▸ WHAT TO WORK ON:
Please return every line from the entries that has the string "roads" in it.

Stored items:

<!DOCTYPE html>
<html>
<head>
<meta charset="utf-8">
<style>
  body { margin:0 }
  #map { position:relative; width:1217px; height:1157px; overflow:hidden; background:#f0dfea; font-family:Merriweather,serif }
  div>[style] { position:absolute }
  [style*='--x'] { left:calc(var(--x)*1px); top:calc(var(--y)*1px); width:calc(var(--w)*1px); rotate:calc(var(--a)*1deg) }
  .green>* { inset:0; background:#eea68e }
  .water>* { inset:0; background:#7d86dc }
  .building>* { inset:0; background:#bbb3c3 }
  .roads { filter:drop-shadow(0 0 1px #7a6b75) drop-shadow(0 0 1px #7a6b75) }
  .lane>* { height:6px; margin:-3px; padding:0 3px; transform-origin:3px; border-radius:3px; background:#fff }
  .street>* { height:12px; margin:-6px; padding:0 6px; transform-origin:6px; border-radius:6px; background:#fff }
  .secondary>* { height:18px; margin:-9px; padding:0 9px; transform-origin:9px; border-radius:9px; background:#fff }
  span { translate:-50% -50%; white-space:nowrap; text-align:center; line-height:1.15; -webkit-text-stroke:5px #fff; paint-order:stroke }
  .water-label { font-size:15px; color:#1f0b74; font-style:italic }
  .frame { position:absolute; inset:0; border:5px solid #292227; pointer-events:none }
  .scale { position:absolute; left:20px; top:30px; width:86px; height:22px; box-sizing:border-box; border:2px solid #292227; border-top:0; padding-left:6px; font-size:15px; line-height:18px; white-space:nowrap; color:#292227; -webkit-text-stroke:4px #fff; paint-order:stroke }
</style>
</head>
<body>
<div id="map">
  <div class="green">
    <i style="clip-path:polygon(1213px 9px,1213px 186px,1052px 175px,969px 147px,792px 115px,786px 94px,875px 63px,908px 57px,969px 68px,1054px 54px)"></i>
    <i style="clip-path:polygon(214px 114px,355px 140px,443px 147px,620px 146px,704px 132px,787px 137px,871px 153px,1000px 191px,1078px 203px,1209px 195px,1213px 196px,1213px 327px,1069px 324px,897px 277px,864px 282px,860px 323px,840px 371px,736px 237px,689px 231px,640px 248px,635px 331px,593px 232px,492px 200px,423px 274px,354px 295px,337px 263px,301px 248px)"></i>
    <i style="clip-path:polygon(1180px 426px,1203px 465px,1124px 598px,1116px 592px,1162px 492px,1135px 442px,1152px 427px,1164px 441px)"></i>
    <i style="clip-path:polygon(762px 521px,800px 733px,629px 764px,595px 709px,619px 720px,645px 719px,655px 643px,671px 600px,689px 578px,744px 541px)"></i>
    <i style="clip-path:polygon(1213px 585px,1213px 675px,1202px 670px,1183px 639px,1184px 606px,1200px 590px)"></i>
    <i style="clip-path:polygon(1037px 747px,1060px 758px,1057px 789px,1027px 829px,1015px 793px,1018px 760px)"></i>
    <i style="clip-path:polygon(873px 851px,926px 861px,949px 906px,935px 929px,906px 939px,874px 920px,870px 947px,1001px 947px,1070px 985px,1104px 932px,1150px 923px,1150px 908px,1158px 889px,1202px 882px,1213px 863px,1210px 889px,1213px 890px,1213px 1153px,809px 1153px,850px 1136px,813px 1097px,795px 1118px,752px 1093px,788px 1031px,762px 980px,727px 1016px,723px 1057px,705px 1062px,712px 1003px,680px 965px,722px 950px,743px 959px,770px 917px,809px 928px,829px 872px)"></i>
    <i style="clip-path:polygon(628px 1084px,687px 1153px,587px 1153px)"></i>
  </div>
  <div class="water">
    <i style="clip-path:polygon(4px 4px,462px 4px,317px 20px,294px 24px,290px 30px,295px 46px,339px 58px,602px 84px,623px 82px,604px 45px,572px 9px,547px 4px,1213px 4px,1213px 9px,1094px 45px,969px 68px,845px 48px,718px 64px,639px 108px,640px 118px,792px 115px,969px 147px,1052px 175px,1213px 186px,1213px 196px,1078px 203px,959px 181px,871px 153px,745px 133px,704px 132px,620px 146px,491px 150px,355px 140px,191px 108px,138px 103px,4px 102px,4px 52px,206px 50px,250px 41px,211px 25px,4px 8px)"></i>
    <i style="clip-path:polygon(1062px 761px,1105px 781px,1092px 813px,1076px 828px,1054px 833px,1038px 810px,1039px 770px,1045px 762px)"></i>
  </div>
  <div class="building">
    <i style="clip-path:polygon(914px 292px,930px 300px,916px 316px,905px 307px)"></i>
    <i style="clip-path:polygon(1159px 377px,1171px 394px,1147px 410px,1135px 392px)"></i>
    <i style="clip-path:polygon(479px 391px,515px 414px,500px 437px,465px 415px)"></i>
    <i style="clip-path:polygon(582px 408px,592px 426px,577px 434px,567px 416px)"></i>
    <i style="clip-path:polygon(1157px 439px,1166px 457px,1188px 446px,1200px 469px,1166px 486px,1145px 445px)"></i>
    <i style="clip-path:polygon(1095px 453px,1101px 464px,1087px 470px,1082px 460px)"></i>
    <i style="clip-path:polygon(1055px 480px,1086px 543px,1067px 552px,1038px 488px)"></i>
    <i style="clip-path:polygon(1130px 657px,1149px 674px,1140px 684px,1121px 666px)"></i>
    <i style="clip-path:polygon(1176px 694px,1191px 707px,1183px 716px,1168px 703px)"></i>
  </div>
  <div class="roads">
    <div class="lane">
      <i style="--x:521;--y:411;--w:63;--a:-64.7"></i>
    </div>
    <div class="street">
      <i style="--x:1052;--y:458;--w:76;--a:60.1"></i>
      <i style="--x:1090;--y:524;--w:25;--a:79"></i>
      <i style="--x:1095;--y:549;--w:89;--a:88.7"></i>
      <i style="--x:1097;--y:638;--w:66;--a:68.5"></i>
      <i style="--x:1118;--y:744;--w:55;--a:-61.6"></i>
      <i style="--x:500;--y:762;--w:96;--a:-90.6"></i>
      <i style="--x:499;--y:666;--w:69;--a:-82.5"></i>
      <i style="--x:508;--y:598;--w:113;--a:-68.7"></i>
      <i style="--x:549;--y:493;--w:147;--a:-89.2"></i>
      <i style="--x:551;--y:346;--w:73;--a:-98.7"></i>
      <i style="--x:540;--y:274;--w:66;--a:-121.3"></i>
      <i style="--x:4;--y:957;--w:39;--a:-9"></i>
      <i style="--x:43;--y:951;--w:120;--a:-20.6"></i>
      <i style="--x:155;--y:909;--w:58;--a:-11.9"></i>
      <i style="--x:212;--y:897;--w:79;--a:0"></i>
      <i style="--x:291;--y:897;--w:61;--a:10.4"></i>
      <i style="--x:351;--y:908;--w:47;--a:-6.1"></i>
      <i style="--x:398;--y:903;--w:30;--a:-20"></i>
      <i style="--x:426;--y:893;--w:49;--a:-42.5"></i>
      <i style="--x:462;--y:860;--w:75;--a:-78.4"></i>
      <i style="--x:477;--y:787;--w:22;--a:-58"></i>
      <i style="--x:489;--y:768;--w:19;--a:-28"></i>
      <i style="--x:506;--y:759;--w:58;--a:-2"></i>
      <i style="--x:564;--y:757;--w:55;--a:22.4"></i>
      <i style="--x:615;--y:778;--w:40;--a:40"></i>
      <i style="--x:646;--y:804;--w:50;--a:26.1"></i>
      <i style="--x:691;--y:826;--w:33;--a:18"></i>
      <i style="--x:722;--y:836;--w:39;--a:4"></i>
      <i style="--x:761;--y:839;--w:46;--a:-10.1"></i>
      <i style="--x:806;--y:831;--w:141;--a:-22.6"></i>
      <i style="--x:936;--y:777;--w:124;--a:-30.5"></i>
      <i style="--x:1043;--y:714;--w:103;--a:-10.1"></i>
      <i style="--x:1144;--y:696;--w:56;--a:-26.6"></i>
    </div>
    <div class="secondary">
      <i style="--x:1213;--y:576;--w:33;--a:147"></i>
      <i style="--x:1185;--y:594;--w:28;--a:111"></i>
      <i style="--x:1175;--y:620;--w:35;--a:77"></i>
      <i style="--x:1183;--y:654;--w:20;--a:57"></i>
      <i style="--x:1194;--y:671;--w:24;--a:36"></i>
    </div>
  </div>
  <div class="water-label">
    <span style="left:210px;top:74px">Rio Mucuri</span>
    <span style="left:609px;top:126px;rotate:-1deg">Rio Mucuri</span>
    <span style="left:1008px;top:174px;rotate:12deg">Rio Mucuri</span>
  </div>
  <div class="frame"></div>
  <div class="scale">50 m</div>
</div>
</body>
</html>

▸ RESPONSE TO THIS EXERCISE:
  .roads { filter:drop-shadow(0 0 1px #7a6b75) drop-shadow(0 0 1px #7a6b75) }
  <div class="roads">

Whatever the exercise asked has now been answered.